In the aftermath of World War II Juliet Ashton (Lily James), a writer receives a letter from a member of a curiously named Guernsey book club. Her curiosity piqued and against the advice of her fiancé and her agent, she travels to the island to meet the book club’s members only to encounter a compelling story of survival under the Nazi occupation.
From the picture postcard trailers, I went in to this expecting a whimsical romantic travelogue filled with quirky characters and oddball anecdotes and while there’s certainly that side to it, there’s also a gently compelling mystery to unravel surrounding one member of the book club whose whereabouts are unknown.
The performances are terrific, with Lilly James and Matthew Goode almost being made for this kind of period drama.

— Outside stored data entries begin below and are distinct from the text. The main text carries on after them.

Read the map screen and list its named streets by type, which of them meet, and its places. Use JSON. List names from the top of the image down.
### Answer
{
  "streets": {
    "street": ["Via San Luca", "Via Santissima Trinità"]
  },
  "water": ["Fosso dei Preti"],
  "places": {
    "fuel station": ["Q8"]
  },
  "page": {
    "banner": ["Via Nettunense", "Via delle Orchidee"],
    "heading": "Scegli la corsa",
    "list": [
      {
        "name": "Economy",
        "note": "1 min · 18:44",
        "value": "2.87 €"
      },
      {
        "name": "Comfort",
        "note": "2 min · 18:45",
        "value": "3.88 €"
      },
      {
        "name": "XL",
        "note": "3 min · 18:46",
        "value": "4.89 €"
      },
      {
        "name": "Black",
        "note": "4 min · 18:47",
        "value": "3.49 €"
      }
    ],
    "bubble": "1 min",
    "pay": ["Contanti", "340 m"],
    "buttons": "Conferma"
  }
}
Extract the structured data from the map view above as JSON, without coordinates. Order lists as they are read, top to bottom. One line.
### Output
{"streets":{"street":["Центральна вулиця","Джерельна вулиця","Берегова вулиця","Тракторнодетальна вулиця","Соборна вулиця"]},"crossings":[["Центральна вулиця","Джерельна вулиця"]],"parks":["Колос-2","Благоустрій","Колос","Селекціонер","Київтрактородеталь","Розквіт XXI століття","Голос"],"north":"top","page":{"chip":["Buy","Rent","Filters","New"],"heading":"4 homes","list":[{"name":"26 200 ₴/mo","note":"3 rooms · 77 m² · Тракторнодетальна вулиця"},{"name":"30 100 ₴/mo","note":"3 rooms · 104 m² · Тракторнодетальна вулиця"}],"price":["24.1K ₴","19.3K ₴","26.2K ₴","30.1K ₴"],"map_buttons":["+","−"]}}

It’s Penelope Wilton, though, who delivers a powerfully emotional performance, hinting at the tragic secrets which haunt the islanders, supported by Katherine Parkinson and Tom Courtenay who bring different shades and textures of pathos to the drama. Veteran Director Mike Newell allows the countryside to become a character in and of itself but never at the expense of the human drama, expertly balancing romance, mystery and the delicate unpacking of the trauma inflicted on the tight-knit community by the War.
Quintessential gentle Sunday night TV drama, but on the big canvas of the cinema screen, I found “The Guernsey Literary And Potato Peel Pie Society” utterly beguiling, perhaps in part because one of the children at the heart of the story reminded me a lot of my youngest and I’m a sentimental old goat sometimes. For me, the movie filled a very specific absence that’s been left since the end of the most recent series of “Call The Midwife” ended and I was entranced by its wonderful cast, captivating story and mellow, chocolate-box drama.